First one, then the other! They vanished in the night! Out of our mossy meditation garden, from their tiny grotto under the weathered wooden bridge that leads from the red brick walk into the sloping yard, they just disappeared to who knows where!
Weeks have passed and they still have not been found. We have looked everywhere. Beneath the layers of leaves shed by the mini-magnolias. Between the river stones that line the waterway. Under the umbrellas of the abundant hosta.
The missing ones were both quite small and could have been easily misplaced, but David and I have reassured each other that neither of us moved these two wee ones—guardians of our garden sanctuary of tranquility. What a perplexity!
The first to go, made of delicately carved ivory and standing less than two inches tall, was our little man-boy and his steed, whom I always addressed as “Le Petit Garçon Sous le Pont” (the Little Boy Under the Bridge, since all garden occupants have French names). He was very, very special, for he along with several equally diminutive Buddhas, were wee treasures, Japanese in origin, that had come into our shared life as part of David’s marriage dowry. They are small sculptural objects called netsuke (“net-soo-kei” or “net-skay”).

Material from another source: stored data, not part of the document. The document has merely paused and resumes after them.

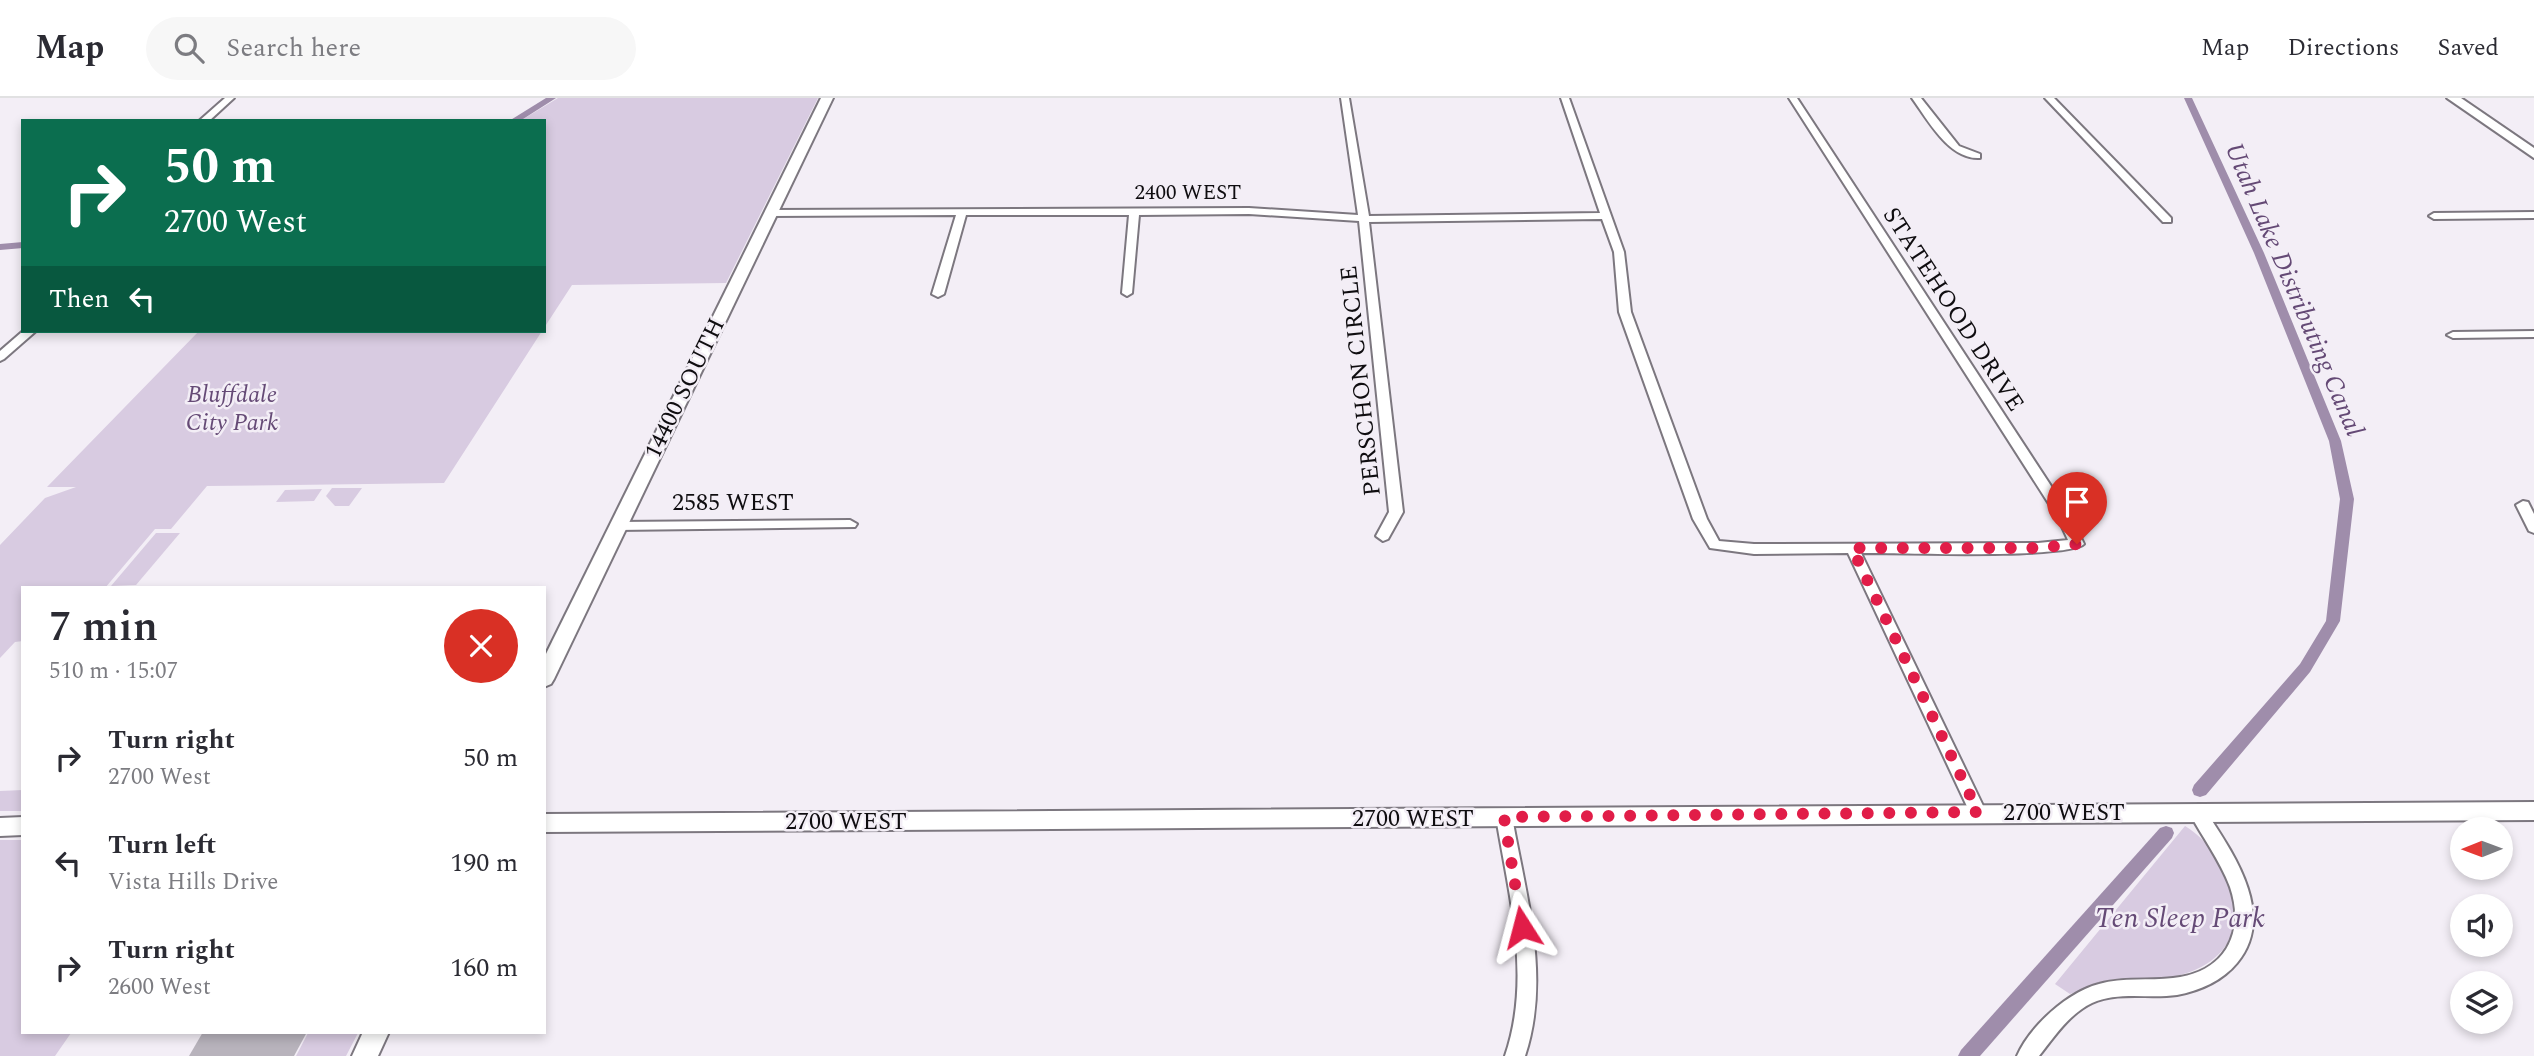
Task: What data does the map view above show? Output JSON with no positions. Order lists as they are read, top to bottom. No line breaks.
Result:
{"streets":{"main road":["14400 SOUTH"],"street":["2400 WEST","STATEHOOD DRIVE","PERSCHON CIRCLE","2585 WEST","2700 WEST"]},"crossings":[["2400 WEST","PERSCHON CIRCLE"],["2400 WEST","14400 SOUTH"],["14400 SOUTH","2585 WEST"]],"water":["Utah Lake Distributing Canal"],"parks":["Bluffdale City Park","Ten Sleep Park"],"north":"left","page":{"header":"Map","search":"Search here","nav":["Map","Directions","Saved"],"turn":["50 m","2700 West"],"then":"Then","heading":["7 min","510 m · 15:07"],"list":[{"name":"Turn right","note":"2700 West","value":"50 m"},{"name":"Turn left","note":"Vista Hills Drive","value":"190 m"},{"name":"Turn right","note":"2600 West","value":"160 m"}]}}
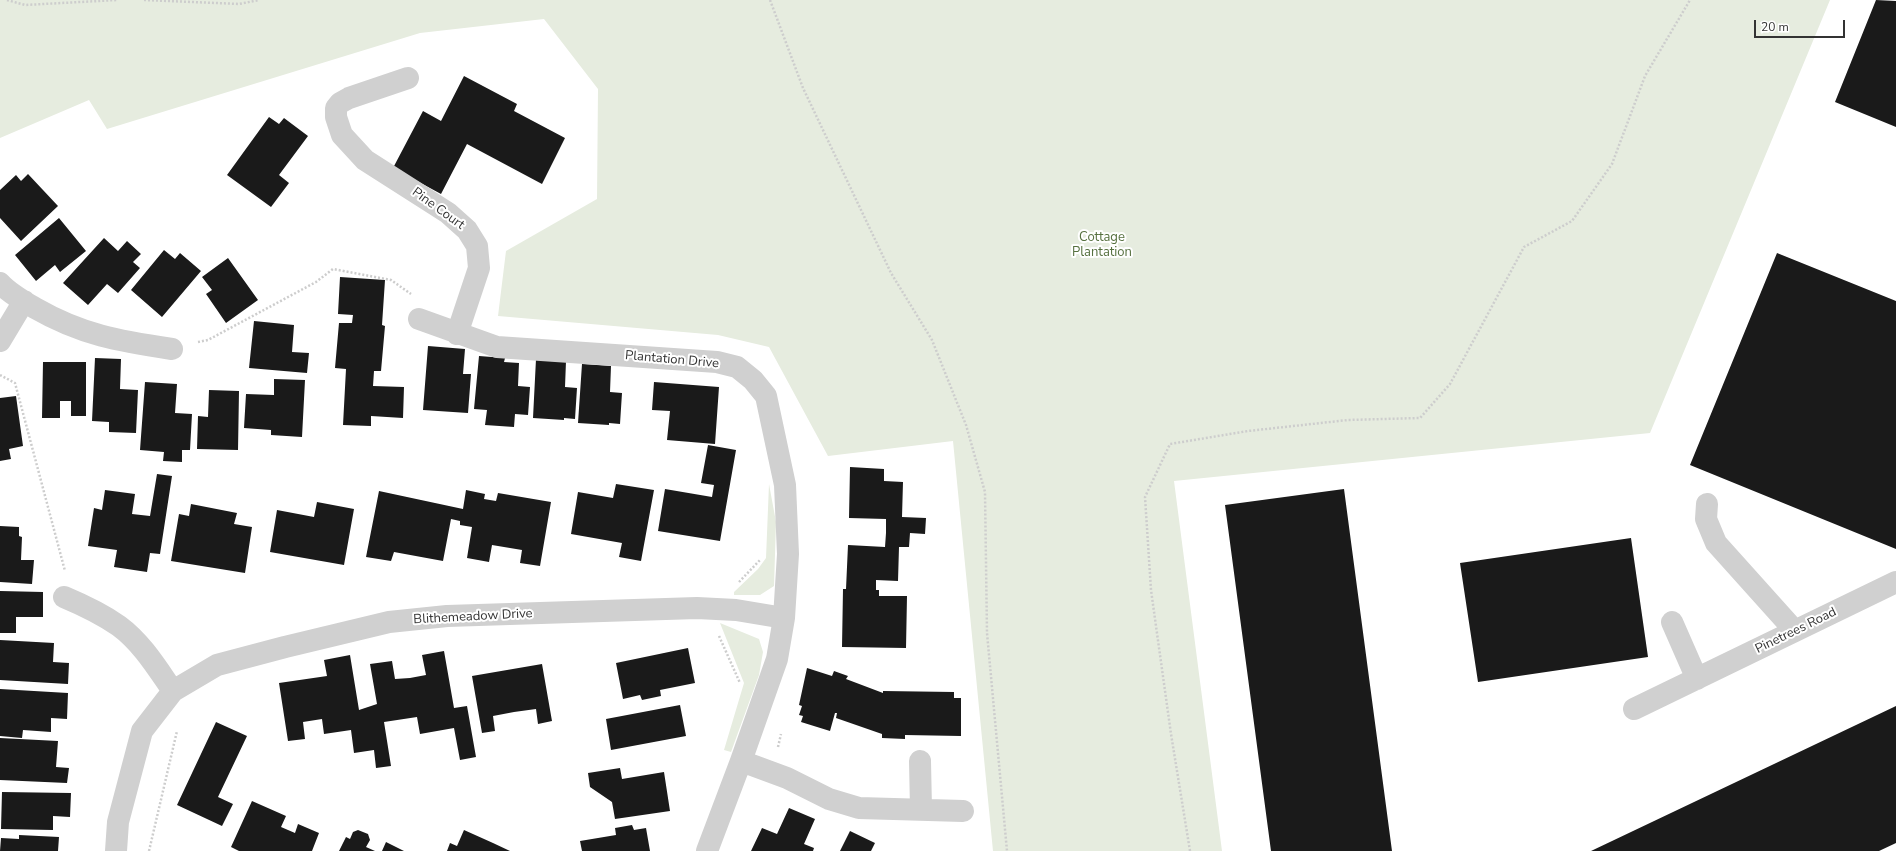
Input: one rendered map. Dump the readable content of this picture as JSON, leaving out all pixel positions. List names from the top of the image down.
{
  "streets": {
    "street": [
      "Pine Court",
      "Plantation Drive",
      "Blithemeadow Drive",
      "Pinetrees Road"
    ]
  },
  "crossings": [
    ["Pine Court", "Plantation Drive"],
    ["Plantation Drive", "Blithemeadow Drive"]
  ],
  "parks": ["Cottage Plantation"],
  "scale_bar": "20 m"
}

Netsuke gradually developed in Japan over a period of more than three hundred years and served both functional and aesthetic purposes. They are a distinctively Japanese form of art as described by Giuseppe Piva. Piva, the owner and curator of the Japanese Art Gallery, in Milan, Italy, specializes in antique Japanese artworks and samurai armor equipments. According to Piva, netsuke “derived from Chinese toggles [simply carved button fasteners], and evolved into a specific form of Japanese art. There were excellent carvers in Europe, too. Nothing similar to the netsuke has ever been produced. They were always collector’s items. They were born as a way to suspend items from a sash. [The traditional form of Japanese dress, the kimono, had no pockets.]”
Piva describes how, “Paintings and prints always show simple nesuke in use. During the 19th century sophisticated models were produced, but most of them seem to have rarely been used.”
Piva states “the material used for carving netsuke is not that relevant, though they are generally associated with ivory, as ivory is easy to carve. Wooden netsuke are not less valuable. Nor are those made of harder materials like stag antler [or clay and porcelain].”
In popular culture an extensive essay by Terry Satusuki Milhaupt, found on the “The Met” website, tells of “Netsuke: From Fashion Fobs to Coveted Collectibles”.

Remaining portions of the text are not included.